» Assignment: Skipping all images, output the listing word for word.

» Material to process:
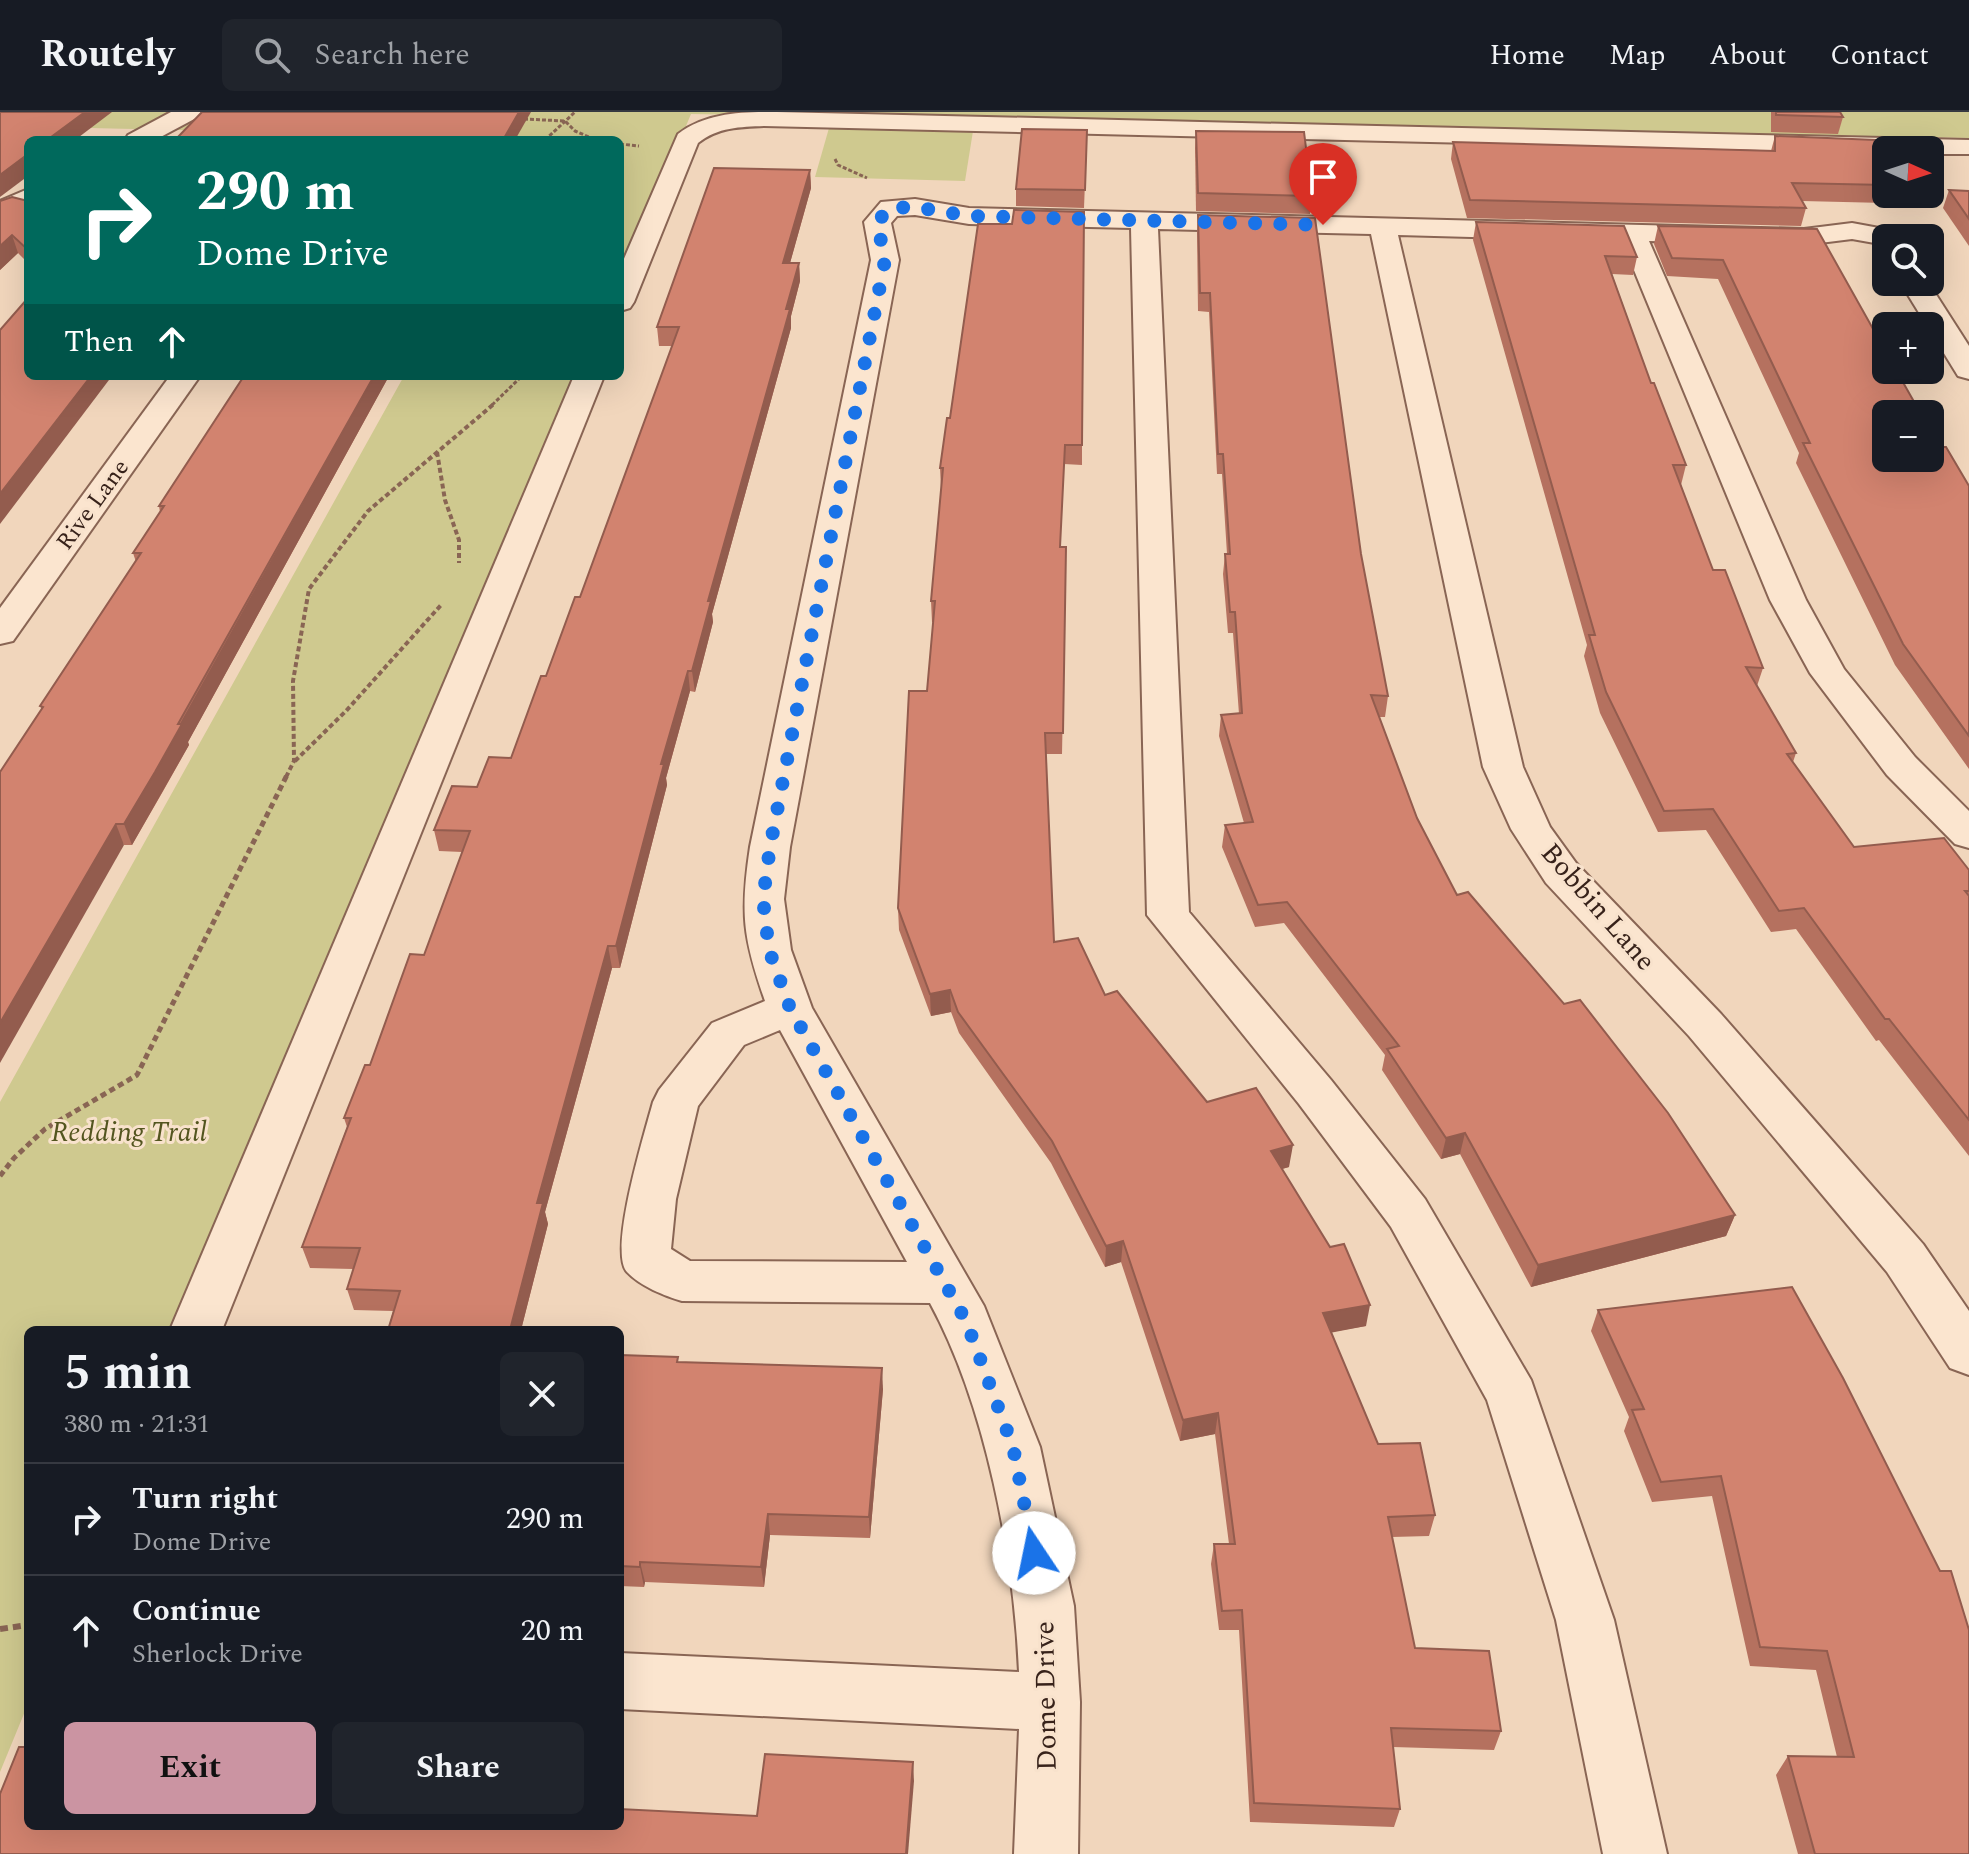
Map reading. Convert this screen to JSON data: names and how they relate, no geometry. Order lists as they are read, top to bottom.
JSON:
{
  "streets": {
    "street": ["Rive Lane", "Bobbin Lane", "Dome Drive"]
  },
  "parks": ["Redding Trail"],
  "north": "right",
  "page": {
    "header": "Routely",
    "search": "Search here",
    "nav": [
      "Home",
      "Map",
      "About",
      "Contact"
    ],
    "map_buttons": ["+", "−"],
    "turn": ["290 m", "Dome Drive"],
    "then": "Then",
    "heading": ["5 min", "380 m · 21:31"],
    "list": [
      {
        "name": "Turn right",
        "note": "Dome Drive",
        "value": "290 m"
      },
      {
        "name": "Continue",
        "note": "Sherlock Drive",
        "value": "20 m"
      }
    ],
    "buttons": ["Exit", "Share"]
  }
}
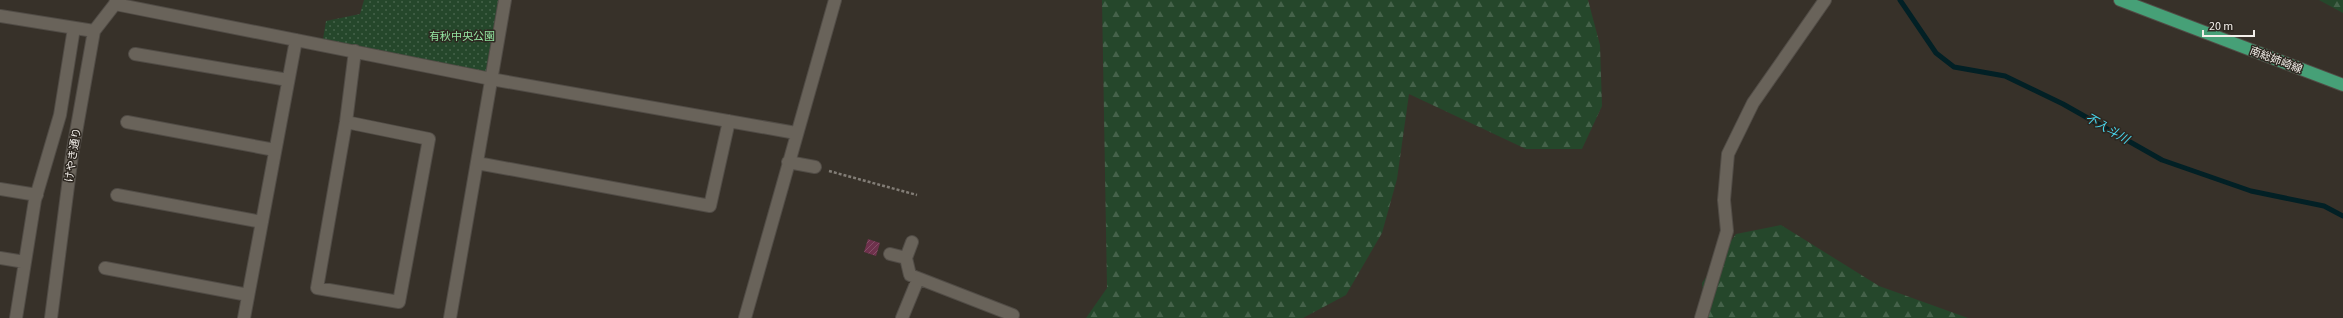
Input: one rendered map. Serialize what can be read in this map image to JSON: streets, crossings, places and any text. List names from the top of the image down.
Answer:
{
  "streets": {
    "main road": ["南総姉崎線"],
    "street": ["けやき通り"]
  },
  "water": ["不入斗川"],
  "parks": ["有秋中央公園"],
  "scale_bar": "20 m"
}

» Answer to this problem:
Map reading. Convert this screen to JSON data: names and how they relate, no geometry. Order lists as they are read, top to bottom.
JSON:
{
  "streets": {
    "street": ["Rive Lane", "Bobbin Lane", "Dome Drive"]
  },
  "parks": ["Redding Trail"],
  "north": "right",
  "page": {
    "header": "Routely",
    "search": "Search here",
    "nav": [
      "Home",
      "Map",
      "About",
      "Contact"
    ],
    "map_buttons": ["+", "−"],
    "turn": ["290 m", "Dome Drive"],
    "then": "Then",
    "heading": ["5 min", "380 m · 21:31"],
    "list": [
      {
        "name": "Turn right",
        "note": "Dome Drive",
        "value": "290 m"
      },
      {
        "name": "Continue",
        "note": "Sherlock Drive",
        "value": "20 m"
      }
    ],
    "buttons": ["Exit", "Share"]
  }
}
Input: one rendered map. Serialize what can be read in this map image to JSON: streets, crossings, places and any text. List names from the top of the image down.
Answer:
{
  "streets": {
    "main road": ["南総姉崎線"],
    "street": ["けやき通り"]
  },
  "water": ["不入斗川"],
  "parks": ["有秋中央公園"],
  "scale_bar": "20 m"
}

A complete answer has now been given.